Greece’s largest island and southernmost point, Crete, has a rich history and a rugged, natural beauty that makes it ideal for exploring.

Like Athens or the Peloponnese, Crete lays claim to significant ancient treasures. Thousands of years of culture can be witnessed in the archaeological sites which are still standing today, particularly those linked to the Minoan civilisation.

With so many cultural attractions to take in, not to mention the beautiful beaches that hug the kilometre-long coastline, there’s a lot of ground to cover. Although public transport can be quite slow, it’s easy to get around with a hire car, opening up the whole island for you to enjoy at your own pace.

Heraklion

The capital of Crete is a hub for culture, both old and new. Venetian influences can be seen in the architecture that lines the harbour where colourful fishing boats bob in the sea. Museums include the Heraklion Archaeological Museum, which has a huge range of artefacts on display from multiple eras.

Conveniently, Heraklion is just a short drive from the airport, so it makes a great first stop if you want to spend a few nights in town before exploring the rest of the island.

Old sculptures displayed in a museum

Image: Heraklion Archaeological Museum
Credit: Carole Raddato

Knossos Palace

Just a 15-minutes’ drive from Heraklion, Knossos is one of the brightest jewels in Crete’s cultural crown. The Minoan palace has stood the test of time for almost four millennia now, dating back to 1950 BC.

Thought to be the home of King Minos, you can wander around this vast complex of ruins, featuring brightly coloured columns and wall art. Don’t miss the vibrant reconstructed fresco in the Queen’s quarters, which depicts dolphins in an underwater scene.

Ruins of an ancient temple

Image: Knossos Palace
Credit: Vladimir Timofeev

Dikteon Cave

Crete is home to around 3,000 caves but if you’ve only got time for one then make sure it’s Dikteon Cave, also known as Psychro Cave. According to ancient myths and legends, the sacred cavern is linked to the birth of Zeus.

Take a drive up the mountains, to Lassithi Plateau and the village of Psychro. From here, you can hike or ride a donkey the rest of the way. Stalactite and stalagmite formations cover the cave’s atmospheric interior, including a formation known as ‘The Mantle of Zeus’.

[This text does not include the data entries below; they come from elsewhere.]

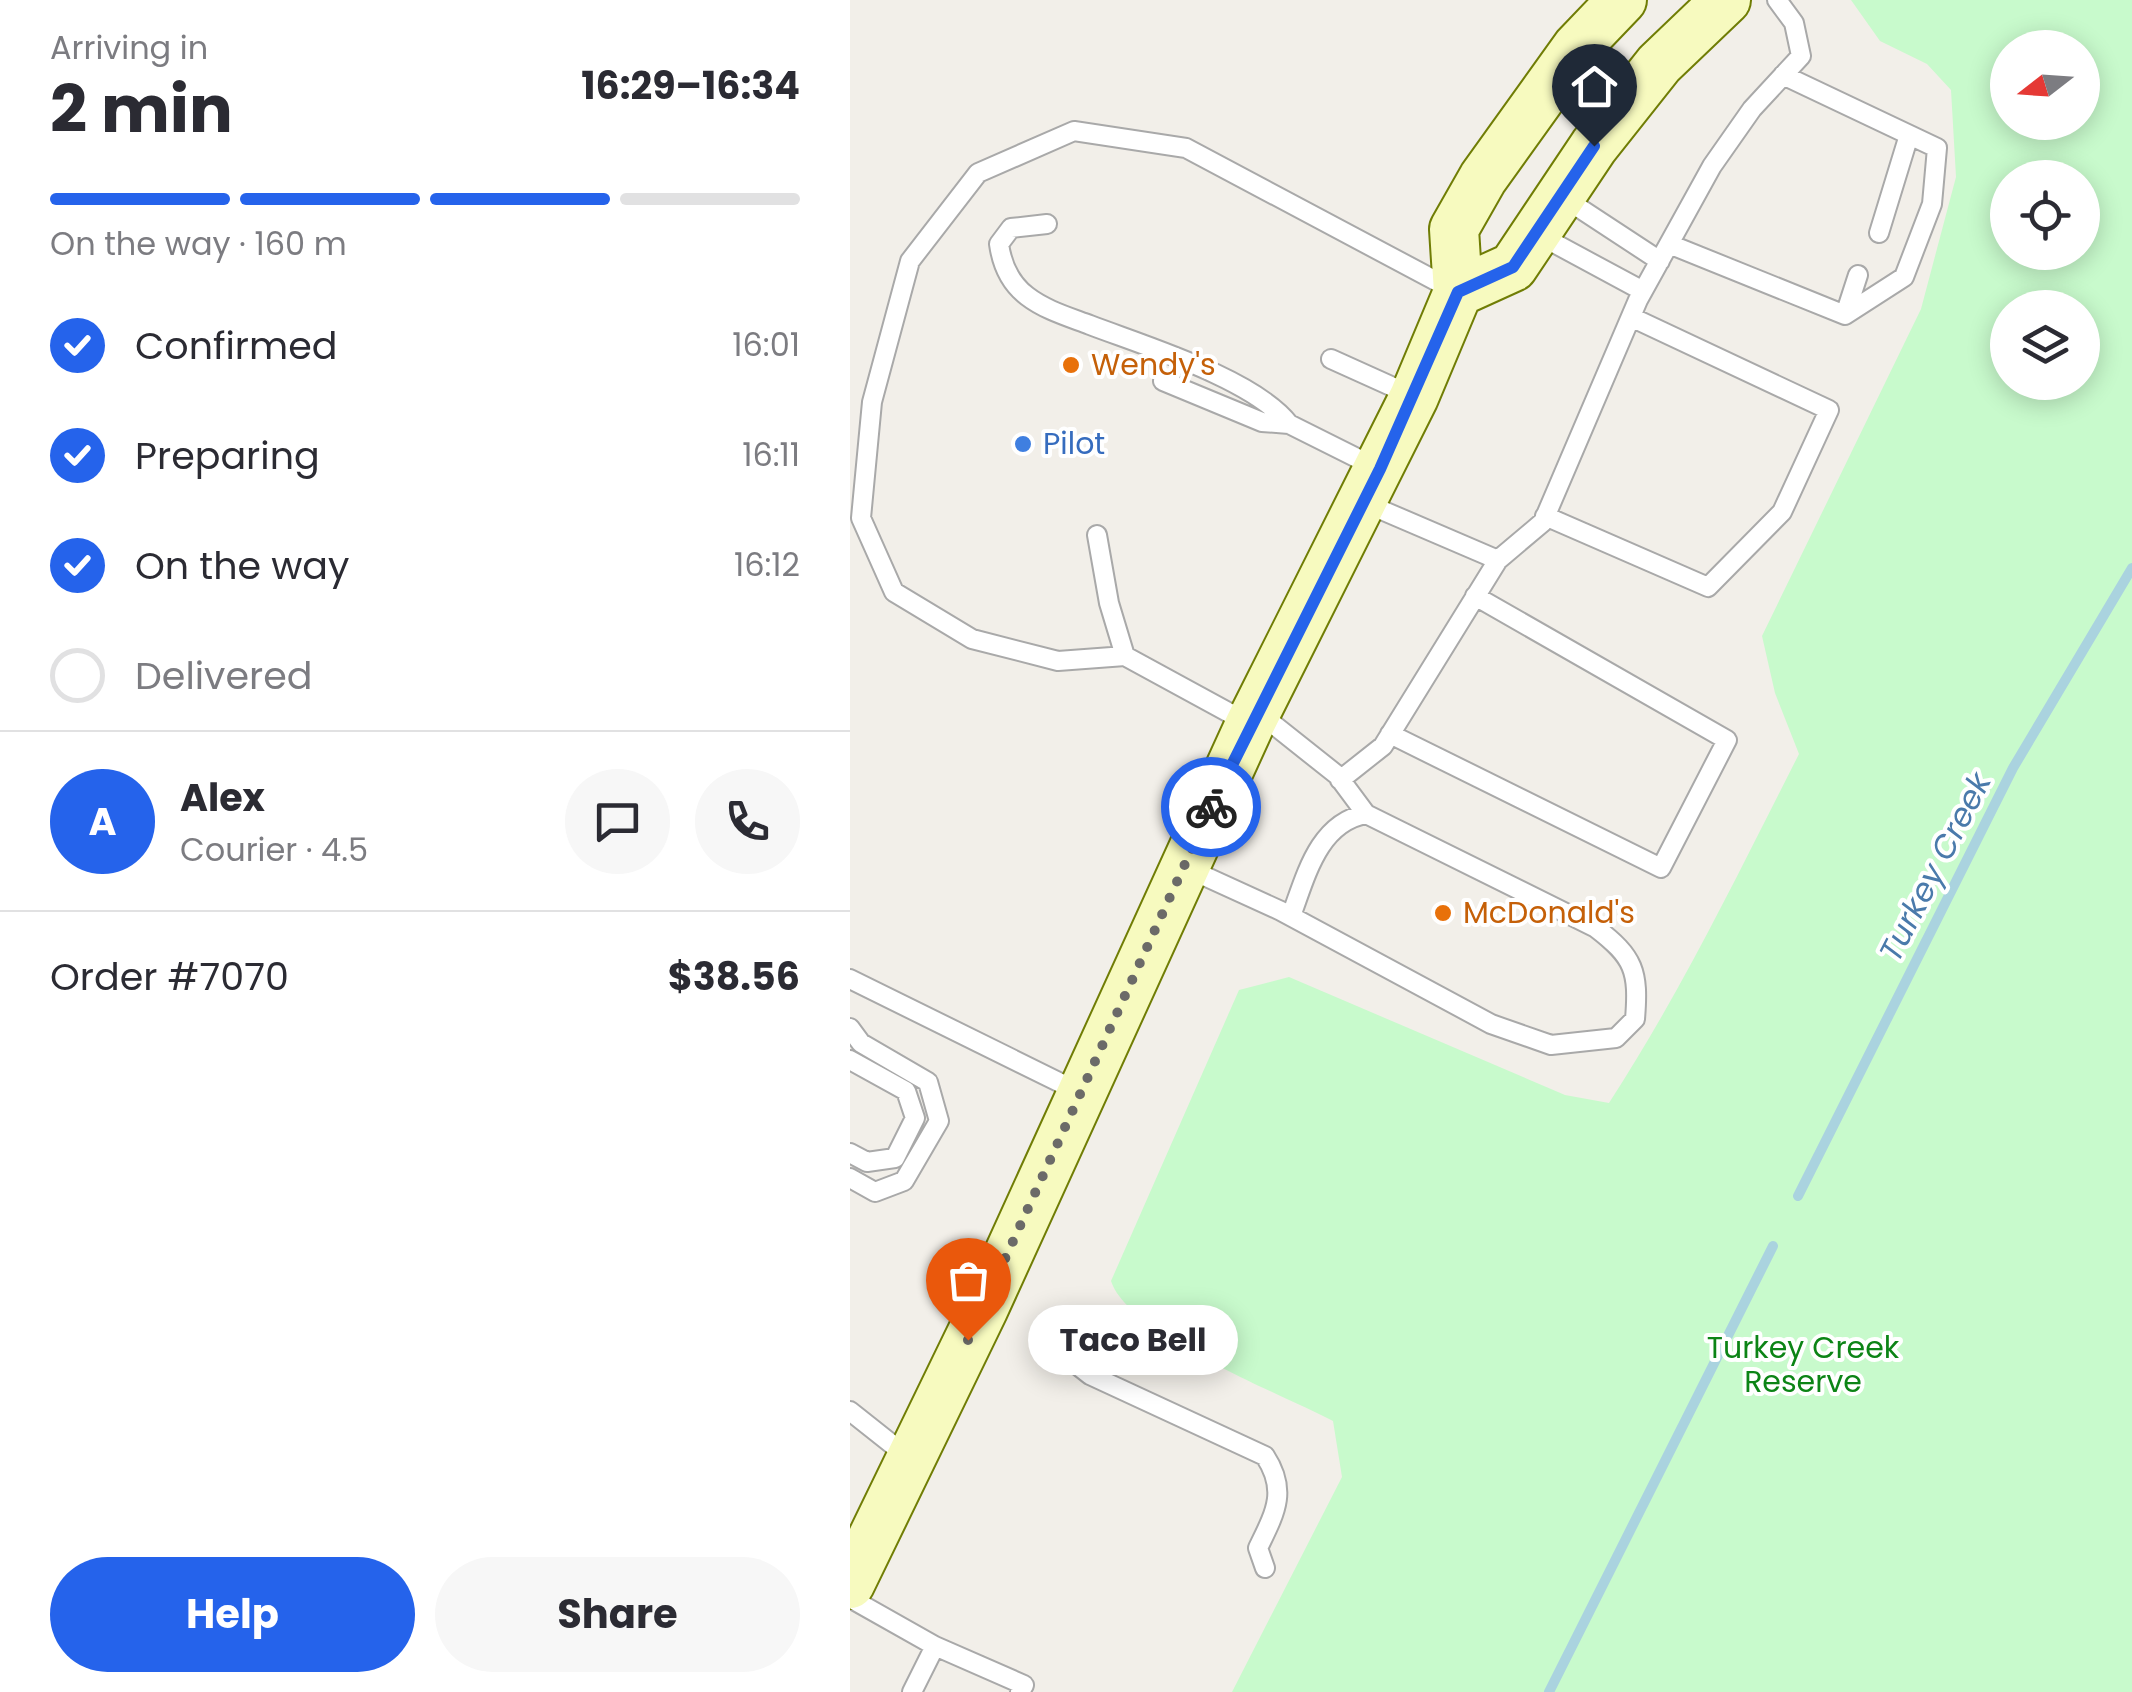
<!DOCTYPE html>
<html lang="en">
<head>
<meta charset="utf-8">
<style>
  :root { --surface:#fff; --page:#f7f7f7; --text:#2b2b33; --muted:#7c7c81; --line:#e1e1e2; --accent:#2563eb }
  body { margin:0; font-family:Poppins,sans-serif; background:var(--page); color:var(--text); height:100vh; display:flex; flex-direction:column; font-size:38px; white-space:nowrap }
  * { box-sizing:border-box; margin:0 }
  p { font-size:32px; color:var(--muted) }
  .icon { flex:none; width:55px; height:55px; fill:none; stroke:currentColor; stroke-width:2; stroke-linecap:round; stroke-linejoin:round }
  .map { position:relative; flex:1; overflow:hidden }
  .drawer { display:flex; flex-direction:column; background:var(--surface); width:850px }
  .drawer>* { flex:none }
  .needle { width:65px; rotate:253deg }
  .buttons { position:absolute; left:1140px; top:30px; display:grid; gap:20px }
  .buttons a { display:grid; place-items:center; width:110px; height:110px; border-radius:50%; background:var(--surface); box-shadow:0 5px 25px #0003; font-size:50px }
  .pin { position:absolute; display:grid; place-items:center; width:85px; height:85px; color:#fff; margin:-102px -42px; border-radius:50% 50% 50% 0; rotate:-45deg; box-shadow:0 0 10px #0007 }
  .pin .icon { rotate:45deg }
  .courier { position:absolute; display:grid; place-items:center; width:100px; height:100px; margin:-50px; border:8px solid #2563eb; border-radius:50%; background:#fff; color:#222; box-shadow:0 2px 12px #0007 }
  .bubble { position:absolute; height:70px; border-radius:35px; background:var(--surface); box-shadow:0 5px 25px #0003; font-size:32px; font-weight:700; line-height:70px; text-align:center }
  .head em { font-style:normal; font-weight:700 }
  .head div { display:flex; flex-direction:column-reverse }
  .head { display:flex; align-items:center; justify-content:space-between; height:170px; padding:0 50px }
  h1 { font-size:65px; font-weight:700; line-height:75px }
  .bar { display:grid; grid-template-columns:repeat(4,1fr); gap:15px 10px; align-content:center; height:120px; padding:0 50px }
  .bar i { height:12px; border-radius:8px; background:var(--line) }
  .bar .active { background:var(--accent) }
  .bar p { grid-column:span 4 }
  .line { display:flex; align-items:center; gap:25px; padding:0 50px; border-top:2px solid var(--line) }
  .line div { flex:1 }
  .round { display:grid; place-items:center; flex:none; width:105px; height:105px; border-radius:52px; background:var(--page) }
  ol { padding:0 50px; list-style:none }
  li { display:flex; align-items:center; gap:30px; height:110px }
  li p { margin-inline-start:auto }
  li .icon { padding:10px; border-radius:50%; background:var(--accent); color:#fff; stroke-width:4 }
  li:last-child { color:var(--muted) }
  li i { width:55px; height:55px; border:5px solid var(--line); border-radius:50% }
  .primary-button { display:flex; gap:20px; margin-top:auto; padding:20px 50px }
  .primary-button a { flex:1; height:115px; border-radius:60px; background:var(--accent); color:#fff; font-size:40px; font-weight:700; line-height:115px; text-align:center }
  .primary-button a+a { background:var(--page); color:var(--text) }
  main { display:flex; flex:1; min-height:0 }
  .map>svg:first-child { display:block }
  .park { fill:#c8facc; fill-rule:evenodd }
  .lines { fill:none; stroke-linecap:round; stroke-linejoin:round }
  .stream { stroke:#aad3df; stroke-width:10 }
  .service-casing { stroke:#a9a9a9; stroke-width:22 }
  .secondary-casing { stroke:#707d05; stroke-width:52 }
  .service { stroke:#fff; stroke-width:18 }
  .secondary { stroke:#f7fabf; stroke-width:48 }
  .done { stroke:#6b6a68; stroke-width:10; stroke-dasharray:0 18 }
  .route { stroke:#2563eb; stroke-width:12 }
  .food-dot { fill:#e8710a; stroke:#fff; stroke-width:4 }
  .shop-dot { fill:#3f7fe0; stroke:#fff; stroke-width:4 }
  .labels { text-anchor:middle; stroke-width:8; stroke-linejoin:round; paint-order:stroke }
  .food-label { font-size:30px; fill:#c56008; stroke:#fff; text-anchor:start }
  .shop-label { font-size:30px; fill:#366cbe; stroke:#fff; text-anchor:start }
  .park-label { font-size:30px; fill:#0c8416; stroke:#fff }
  .water-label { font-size:32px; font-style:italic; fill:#4a7aab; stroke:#fff }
</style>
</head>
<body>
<main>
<section class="drawer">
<div class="head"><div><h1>2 min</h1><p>Arriving in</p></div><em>16:29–16:34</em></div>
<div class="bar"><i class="active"></i><i class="active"></i><i class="active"></i><i></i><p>On the way · 160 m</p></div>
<ol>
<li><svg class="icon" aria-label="check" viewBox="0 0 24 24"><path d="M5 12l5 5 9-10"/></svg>Confirmed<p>16:01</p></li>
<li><svg class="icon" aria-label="check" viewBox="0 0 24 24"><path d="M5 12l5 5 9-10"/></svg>Preparing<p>16:11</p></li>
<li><svg class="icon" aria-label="check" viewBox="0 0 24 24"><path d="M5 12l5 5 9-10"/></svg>On the way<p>16:12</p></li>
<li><i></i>Delivered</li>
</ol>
<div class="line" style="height:180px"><b class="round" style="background:var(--accent);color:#fff">A</b><div><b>Alex</b><p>Courier · 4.5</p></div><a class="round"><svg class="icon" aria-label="chat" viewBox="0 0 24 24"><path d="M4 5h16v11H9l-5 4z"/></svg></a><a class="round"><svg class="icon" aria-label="phone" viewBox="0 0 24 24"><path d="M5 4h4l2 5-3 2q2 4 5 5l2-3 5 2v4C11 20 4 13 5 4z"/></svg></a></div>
<div class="line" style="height:130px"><div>Order #7070</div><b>$38.56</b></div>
<div class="primary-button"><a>Help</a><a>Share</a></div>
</section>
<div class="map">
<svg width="1282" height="1692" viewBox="0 0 1282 1692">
  <rect width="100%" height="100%" fill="#f2efe9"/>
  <!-- park -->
  <path class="park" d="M1001 0H1282V1692H382L492 1477 483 1421C431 1394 278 1334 261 1281L389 990 439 977 715 1095 759 1103C831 992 889 872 949 754L925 693 912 636 1071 309 1106 177 1101 90 1077 64 1030 41ZM1158 48H1232V122H1158ZM1158 178H1232V252H1158ZM1158 308H1232V382H1158Z"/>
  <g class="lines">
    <!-- stream -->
    <path class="stream" d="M948 1196 1163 768 1282 568
      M699 1692 923 1246"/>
    <defs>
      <path id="service" d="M714 198 810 261
        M197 224 161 228 149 244C152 265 160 283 177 296 195 310 219 317 240 325 295 346 404 379 439 424
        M1029 233 1059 135
        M689 235 793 291
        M819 244 995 315 1054 277 1082 204 1087 148 933 75
        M995 315 1008 275
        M481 359 563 396
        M313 381 412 422 439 424 525 467
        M515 503 648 560
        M695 516 858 587 932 512 979 410 781 317
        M247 535 259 603 275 656 398 723
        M275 656 208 661 122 639 44 592 11 518 22 402 60 261 128 173 224 131 336 148 605 291
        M540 734 811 868 877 740 625 596
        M490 780 533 746 648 560 693 522 788 300 862 166 902 109 951 56 944 23 927 0
        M339 869 431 911 641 1024 701 1045 766 1038 785 1019C789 971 784 957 746 928L516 814 487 775 409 713
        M441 916C456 876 468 823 516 814
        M0 979 231 1093
        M0 1028 11 1043 78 1082 89 1121 54 1181 25 1192 0 1178
        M0 1060 56 1091 65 1118 45 1158 17 1162 0 1153
        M212 1353 240 1375 415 1456C438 1491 425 1513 408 1548L415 1568
        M0 1411 58 1457
        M0 1598 85 1646 174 1685 170 1692
        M62 1692 85 1646"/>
      <path id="secondary" d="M608 292 663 267 744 146 809 64 876 0
        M0 1584 133 1310 400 724 564 397 608 292 604 229 633 178 727 47 772 0"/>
    </defs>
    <!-- service casing -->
    <use href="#service" class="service-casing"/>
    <!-- secondary casing -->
    <use href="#secondary" class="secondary-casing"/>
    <!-- service -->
    <use href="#service" class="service"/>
    <!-- secondary -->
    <use href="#secondary" class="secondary"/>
  </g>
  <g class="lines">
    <!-- done -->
    <path class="done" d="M118 1340 361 807"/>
    <!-- route -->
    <path class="route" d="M361 807 530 469 608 292 663 267 744 146"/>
  </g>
  <!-- markers -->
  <g class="food-dot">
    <circle cx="221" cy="365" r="10"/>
    <circle cx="593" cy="913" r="10"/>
  </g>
  <circle class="shop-dot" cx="173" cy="444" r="10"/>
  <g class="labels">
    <!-- food labels -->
    <g class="food-label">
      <text x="241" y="375">Wendy's</text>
      <text x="613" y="923">McDonald's</text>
    </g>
    <!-- shop labels -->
    <g class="shop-label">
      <text x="193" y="454">Pilot</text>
    </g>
    <!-- park labels -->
    <g class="park-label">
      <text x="953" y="1358">Turkey Creek<tspan x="953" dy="34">Reserve</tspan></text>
    </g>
    <!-- water labels -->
    <g class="water-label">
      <text transform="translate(1085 867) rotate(-63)" y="11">Turkey Creek</text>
    </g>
  </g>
</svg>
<div class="buttons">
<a><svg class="needle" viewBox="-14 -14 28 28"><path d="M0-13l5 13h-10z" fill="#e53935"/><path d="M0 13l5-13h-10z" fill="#7c7c81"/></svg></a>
<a><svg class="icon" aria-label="locate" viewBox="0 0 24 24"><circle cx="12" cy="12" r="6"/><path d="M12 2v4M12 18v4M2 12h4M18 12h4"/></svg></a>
<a><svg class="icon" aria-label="layers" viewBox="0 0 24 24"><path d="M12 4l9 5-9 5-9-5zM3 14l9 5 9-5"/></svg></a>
</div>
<div class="pin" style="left:118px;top:1340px;background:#ea580c"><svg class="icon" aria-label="bag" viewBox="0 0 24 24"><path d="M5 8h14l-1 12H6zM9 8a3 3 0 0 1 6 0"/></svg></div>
<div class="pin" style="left:744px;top:146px;background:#1f2937"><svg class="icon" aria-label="home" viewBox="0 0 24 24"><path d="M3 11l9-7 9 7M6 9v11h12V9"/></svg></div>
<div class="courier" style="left:361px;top:807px"><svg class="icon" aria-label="bike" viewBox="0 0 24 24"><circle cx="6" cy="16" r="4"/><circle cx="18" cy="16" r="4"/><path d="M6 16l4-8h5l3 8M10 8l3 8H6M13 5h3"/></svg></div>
<div class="bubble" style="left:178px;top:1305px;width:210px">Taco Bell</div>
</div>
</main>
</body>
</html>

stalactites over a path in a cave

Image: Dikteon Cave
Credit: ABB Photo

Phaistos Palace

You’ll find the remains of the ancient city of Phaistos on Agios Ioannis hill, in southern Crete, complete with impressive views of the surrounding area. The large Minoan palace area dates back to the 15th century BC, and includes the remains of a theatre and store rooms where large pottery jars once stood.

Discoveries here date as far back as the Neolithic period, and include the famous ‘Disc of Phaistos’ inscribed with hieroglyphs, as well as intricately decorated jars. Many of the findings are on display in the Heraklion Archaeological Museum.

historical ruins after being dug up

Image: Phaistos Palace
Credit: MixMotive

Samaria National Park

Hop in your car and drive to the west of the island to discover Samaria National Park. A celebrated landmark throughout Crete’s history, it’s a natural haven with its own unique ecosystem.

The Cretan wildcat roams its mountain slopes and valleys, and Mediterranean monk seals can be seen in the sea caves where the park meets the coast. The spectacular Samaria Gorge is etched through the forest scenery, and provides a stunning backdrop for a hike through the park.

a deer by some rocks

Image: Samaria National Park
Credit: Yrabota

Treasures of antiquity and notable natural attractions are easy to track down in Crete. Spring or early summer is ideal for sight-seeing before temperatures start to soar, from the beautiful beaches to unique ancient sites. Pick the perfect time to start your car and set off on a Cretan cultural quest.